LIMSI, CNRS, Université Paris Saclay, Rue du Belvedère, Orsay, 91405, France.
Amsterdam Public Health, Amsterdam UMC, University of Amsterdam, Meibergdreef 9, Amsterdam, 1105 AZ, the Netherlands.
Syst Rev. 2019 Oct 28;8(1):243. doi: 10.1186/s13643-019-1162-x.
The large and increasing number of new studies published each year is making literature identification in systematic reviews ever more time-consuming and costly. Technological assistance has been suggested as an alternative to the conventional, manual study identification to mitigate the cost, but previous literature has mainly evaluated methods in terms of recall (search sensitivity) and workload reduction. There is a need to also evaluate whether screening prioritization methods leads to the same results and conclusions as exhaustive manual screening. In this study, we examined the impact of one screening prioritization method based on active learning on sensitivity and specificity estimates in systematic reviews of diagnostic test accuracy.
We simulated the screening process in 48 Cochrane reviews of diagnostic test accuracy and re-run 400 meta-analyses based on a least 3 studies. We compared screening prioritization (with technological assistance) and screening in randomized order (standard practice without technology assistance). We examined if the screening could have been stopped before identifying all relevant studies while still producing reliable summary estimates. For all meta-analyses, we also examined the relationship between the number of relevant studies and the reliability of the final estimates.
The main meta-analysis in each systematic review could have been performed after screening an average of 30% of the candidate articles (range 0.07 to 100%). No systematic review would have required screening more than 2308 studies, whereas manual screening would have required screening up to 43,363 studies. Despite an average 70% recall, the estimation error would have been 1.3% on average, compared to an average 2% estimation error expected when replicating summary estimate calculations.
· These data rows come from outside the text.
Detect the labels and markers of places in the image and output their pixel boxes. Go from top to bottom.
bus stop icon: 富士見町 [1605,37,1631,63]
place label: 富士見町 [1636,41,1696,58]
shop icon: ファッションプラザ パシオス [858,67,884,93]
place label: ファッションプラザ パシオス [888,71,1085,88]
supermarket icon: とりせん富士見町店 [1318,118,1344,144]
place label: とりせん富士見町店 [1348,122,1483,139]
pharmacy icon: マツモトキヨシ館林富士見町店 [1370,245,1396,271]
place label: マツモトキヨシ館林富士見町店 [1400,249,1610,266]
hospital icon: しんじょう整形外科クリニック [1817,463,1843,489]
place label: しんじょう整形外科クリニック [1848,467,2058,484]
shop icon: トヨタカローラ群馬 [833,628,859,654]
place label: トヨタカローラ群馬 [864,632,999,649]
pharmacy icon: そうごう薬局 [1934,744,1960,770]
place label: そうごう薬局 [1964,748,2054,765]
Screening prioritization coupled with stopping criteria in diagnostic test accuracy reviews can reliably detect when the screening process has identified a sufficient number of studies to perform the main meta-analysis with an accuracy within pre-specified tolerance limits. However, many of the systematic reviews did not identify a sufficient number of studies that the meta-analyses were accurate within a 2% limit even with exhaustive manual screening, i.e., using current practice.
每年发表的大量新研究使得系统评价中的文献识别越来越耗时和昂贵。有人建议采用技术辅助作为传统手动文献识别的替代方法来降低成本,但以前的文献主要评估了方法的召回率(搜索灵敏度)和工作量减少。还需要评估筛选优先级方法是否会导致与全面手动筛选相同的结果和结论。在这项研究中,我们检查了一种基于主动学习的筛选优先级方法对诊断测试准确性系统评价中敏感性和特异性估计的影响。
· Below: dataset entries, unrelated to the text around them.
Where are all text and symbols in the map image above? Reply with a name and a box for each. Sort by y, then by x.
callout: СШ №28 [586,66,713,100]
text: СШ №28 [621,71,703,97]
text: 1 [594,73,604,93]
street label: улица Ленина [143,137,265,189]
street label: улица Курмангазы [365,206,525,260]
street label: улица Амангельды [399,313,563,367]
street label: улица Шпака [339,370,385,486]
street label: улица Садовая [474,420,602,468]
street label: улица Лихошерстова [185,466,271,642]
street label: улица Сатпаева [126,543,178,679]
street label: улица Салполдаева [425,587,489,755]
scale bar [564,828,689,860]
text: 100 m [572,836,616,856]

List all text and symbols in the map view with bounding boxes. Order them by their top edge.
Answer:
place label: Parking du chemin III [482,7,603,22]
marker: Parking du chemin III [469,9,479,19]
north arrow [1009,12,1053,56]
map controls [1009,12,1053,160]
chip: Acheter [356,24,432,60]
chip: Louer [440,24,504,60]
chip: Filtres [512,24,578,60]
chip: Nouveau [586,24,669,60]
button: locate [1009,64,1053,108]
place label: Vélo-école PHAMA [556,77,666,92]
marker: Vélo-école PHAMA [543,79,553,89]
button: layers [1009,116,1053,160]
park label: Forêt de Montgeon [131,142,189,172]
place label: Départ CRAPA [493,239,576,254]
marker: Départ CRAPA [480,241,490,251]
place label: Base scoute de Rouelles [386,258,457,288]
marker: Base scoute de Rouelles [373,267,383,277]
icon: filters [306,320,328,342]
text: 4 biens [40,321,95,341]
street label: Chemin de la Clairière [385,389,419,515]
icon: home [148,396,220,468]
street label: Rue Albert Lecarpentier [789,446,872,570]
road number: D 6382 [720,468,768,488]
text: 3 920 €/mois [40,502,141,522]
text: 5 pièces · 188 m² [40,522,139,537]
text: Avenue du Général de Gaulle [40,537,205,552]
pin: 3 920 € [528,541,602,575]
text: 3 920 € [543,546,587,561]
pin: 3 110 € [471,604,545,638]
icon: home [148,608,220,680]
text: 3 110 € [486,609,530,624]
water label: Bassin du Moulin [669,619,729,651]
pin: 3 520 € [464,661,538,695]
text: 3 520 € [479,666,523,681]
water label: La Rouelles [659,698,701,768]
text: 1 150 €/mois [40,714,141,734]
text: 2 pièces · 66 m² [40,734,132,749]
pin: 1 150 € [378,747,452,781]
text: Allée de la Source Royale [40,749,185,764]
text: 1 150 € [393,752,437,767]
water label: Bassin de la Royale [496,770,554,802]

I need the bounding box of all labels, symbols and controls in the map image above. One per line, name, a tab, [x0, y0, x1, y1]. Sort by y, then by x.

我们模拟了 48 项 Cochrane 诊断测试准确性系统评价中的筛选过程,并基于至少 3 项研究重新运行了 400 项荟萃分析。我们比较了基于技术辅助的筛选优先级和随机筛选(无技术辅助的标准实践)。我们检查了是否可以在识别所有相关研究之前停止筛选,同时仍然可以产生可靠的汇总估计。对于所有荟萃分析,我们还检查了相关研究数量与最终估计可靠性之间的关系。
每项系统评价的主要荟萃分析平均可以在筛选出候选文章的 30%(范围 0.07 至 100%)后进行。没有一项系统评价需要筛选超过 2308 项研究,而手动筛选可能需要筛选多达 43363 项研究。尽管平均召回率为 70%,但估计误差平均为 1.3%,而复制汇总估计计算时预计的平均误差为 2%。
在诊断测试准确性评价中,结合停止标准的筛选优先级可以可靠地检测到筛选过程已经识别出足够数量的研究,以便在预先指定的容差范围内进行主要荟萃分析,并且具有准确性。然而,即使使用全面的手动筛选,许多系统评价也没有识别出足够数量的研究,使得荟萃分析在 2%的限制内具有准确性,即使用当前的实践。